World Press Photo 2005 in Portimão

news: World Press Photo 2005 in Portimão

PORTIMÃO IS hosting the national debut of the most important world exhibition of photojournalism and the biggest national gala of press photography in the Zona Ribeirinha (Portimão waterfront).

Portimão Câmara and the Associação Música XXI, with the support of Faro National Capital of Culture 2005, will bring to Portimão the joint debut of two photojournalism exhibitions – World Press Photo and the Visão/BES Photojournalism Prize. Present at the inauguration of the exhibition, which took place on July 6, was this year’s winner of World Press Photo 2005, Indian photojournalist Arko Datta.

Every year, World Press Photo invites photojournalists from all over the world to participate in the most important international competition of press photography. This year, the 48th anniversary of the competition, the winning shot was taken by Arko Datta of Reuters during the Thailand tsunami disaster last December, reflecting human impotence in the face of natural catastrophes.

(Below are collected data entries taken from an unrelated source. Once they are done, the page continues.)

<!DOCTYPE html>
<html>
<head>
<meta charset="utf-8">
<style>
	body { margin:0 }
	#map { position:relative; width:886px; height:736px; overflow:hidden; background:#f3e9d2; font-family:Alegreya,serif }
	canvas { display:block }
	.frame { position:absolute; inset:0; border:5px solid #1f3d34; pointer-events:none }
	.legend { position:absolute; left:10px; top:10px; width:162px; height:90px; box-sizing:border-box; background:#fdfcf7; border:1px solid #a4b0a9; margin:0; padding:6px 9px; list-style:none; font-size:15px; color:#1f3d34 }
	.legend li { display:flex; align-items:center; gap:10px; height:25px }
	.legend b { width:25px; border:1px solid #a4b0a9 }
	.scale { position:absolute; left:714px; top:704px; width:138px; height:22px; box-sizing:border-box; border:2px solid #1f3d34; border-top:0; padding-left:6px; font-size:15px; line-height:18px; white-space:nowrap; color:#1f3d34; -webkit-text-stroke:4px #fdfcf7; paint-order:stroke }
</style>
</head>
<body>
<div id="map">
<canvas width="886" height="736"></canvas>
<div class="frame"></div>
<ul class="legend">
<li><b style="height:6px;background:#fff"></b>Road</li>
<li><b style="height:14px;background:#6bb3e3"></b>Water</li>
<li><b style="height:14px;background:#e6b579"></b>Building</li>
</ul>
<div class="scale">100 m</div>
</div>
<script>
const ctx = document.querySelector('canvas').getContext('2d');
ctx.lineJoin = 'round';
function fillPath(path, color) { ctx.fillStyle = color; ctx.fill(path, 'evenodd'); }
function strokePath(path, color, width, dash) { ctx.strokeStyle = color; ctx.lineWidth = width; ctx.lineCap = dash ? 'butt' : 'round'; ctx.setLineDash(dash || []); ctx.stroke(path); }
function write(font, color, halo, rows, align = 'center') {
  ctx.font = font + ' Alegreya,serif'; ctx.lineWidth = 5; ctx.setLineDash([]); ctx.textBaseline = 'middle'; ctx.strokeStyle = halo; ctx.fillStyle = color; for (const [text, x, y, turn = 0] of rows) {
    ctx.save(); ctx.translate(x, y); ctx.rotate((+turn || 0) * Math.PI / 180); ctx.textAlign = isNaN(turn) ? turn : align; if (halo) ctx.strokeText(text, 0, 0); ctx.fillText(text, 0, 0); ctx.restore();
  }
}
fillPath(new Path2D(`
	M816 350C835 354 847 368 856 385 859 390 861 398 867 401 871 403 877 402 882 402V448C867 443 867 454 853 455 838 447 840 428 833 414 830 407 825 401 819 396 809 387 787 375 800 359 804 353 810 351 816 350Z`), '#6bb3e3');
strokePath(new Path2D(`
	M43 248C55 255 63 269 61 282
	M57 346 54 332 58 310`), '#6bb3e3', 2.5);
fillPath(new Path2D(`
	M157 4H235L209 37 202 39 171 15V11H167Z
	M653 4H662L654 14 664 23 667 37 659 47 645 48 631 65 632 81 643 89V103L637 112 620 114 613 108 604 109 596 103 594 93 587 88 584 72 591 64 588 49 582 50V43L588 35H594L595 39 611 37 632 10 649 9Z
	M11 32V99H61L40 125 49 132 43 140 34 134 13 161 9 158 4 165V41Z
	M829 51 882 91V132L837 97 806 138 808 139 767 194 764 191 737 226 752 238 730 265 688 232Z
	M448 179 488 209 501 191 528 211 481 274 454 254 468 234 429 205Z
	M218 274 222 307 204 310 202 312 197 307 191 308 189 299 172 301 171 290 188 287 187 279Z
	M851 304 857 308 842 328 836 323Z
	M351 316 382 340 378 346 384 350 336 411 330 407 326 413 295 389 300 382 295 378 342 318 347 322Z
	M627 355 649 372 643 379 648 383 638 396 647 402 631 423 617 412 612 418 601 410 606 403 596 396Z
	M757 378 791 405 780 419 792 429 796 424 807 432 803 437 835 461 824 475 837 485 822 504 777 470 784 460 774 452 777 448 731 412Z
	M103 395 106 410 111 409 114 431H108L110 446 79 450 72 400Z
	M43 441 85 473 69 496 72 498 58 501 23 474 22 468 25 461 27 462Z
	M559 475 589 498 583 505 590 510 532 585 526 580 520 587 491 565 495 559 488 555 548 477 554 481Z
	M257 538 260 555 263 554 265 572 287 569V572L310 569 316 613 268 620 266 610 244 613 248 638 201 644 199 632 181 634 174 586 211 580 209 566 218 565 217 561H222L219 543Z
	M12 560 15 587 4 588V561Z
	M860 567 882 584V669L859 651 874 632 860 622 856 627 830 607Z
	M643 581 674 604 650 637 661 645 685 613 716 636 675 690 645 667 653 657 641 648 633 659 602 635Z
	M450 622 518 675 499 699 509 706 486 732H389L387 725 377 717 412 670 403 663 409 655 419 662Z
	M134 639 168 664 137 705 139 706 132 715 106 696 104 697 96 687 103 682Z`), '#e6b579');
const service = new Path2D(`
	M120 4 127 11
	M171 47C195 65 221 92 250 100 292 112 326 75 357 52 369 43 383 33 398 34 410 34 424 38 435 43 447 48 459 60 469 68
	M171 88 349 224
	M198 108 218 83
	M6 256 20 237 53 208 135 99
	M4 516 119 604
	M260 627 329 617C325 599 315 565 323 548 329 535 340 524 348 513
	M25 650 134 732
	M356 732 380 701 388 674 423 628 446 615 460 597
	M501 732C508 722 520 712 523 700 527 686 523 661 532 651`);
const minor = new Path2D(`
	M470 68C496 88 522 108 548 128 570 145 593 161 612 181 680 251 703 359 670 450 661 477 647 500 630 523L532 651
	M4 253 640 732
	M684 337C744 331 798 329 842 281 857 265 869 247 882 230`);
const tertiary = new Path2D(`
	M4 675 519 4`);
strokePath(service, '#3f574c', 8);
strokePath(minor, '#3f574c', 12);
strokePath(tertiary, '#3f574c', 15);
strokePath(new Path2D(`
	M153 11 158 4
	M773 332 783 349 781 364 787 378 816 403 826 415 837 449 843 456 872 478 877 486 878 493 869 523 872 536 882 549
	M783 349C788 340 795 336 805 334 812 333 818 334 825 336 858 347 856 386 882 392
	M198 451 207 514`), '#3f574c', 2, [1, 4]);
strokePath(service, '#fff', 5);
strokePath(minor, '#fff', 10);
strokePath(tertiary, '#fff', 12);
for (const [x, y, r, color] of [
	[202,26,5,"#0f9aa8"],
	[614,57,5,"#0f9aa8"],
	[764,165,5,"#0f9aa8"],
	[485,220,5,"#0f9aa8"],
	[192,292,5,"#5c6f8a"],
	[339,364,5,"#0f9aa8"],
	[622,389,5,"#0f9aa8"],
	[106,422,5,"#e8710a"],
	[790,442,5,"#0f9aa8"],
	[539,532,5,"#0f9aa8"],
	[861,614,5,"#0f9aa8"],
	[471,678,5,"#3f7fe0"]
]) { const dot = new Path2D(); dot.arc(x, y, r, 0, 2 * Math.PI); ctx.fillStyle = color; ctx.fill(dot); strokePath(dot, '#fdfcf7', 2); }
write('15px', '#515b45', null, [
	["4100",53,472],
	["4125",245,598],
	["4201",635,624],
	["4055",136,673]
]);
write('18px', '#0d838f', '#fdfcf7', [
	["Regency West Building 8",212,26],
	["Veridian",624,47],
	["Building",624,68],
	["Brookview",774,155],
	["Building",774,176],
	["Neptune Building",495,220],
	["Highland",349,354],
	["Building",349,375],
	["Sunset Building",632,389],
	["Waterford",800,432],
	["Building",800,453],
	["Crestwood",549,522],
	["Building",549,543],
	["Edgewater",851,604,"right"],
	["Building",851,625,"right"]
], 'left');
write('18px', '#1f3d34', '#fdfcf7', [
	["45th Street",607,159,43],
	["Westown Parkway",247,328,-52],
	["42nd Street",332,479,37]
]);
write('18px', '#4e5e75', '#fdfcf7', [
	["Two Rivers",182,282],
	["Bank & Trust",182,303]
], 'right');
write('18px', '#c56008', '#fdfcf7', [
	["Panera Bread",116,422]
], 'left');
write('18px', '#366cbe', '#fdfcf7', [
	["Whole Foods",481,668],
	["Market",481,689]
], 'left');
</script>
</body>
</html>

This year, a total of 4,266 photographers from 123 countries took part in the competition, submitting a massive 69,190 images – a record in the history of World Press Photo. Prizes were awarded in 10 categories to 63 photographers of 24 different nationalities.

World Press Photo is a non-profit making cultural organisation founded in Holland in 1955, with the objective of supporting and promoting internationally the work of press photographers. Over the years, World Press Photo has become an independent platform for photojournalism and the free circulation of information.

In parallel, for the second consecutive year, the winning images in the Visão/BES Photojournalism Prize competition will also be on view. Of the 4,000 entries, 41 photographs from 18 photographers received awards, the overall winner being freelancer Sandra Rocha for her images in the “Daily Life” category.

Until July 31, between 3pm and midnight, visitors can peruse images of some of the most important world events of 2004 and, according to exhibition organisers, are “invited to reflect on today’s world and the human condition”.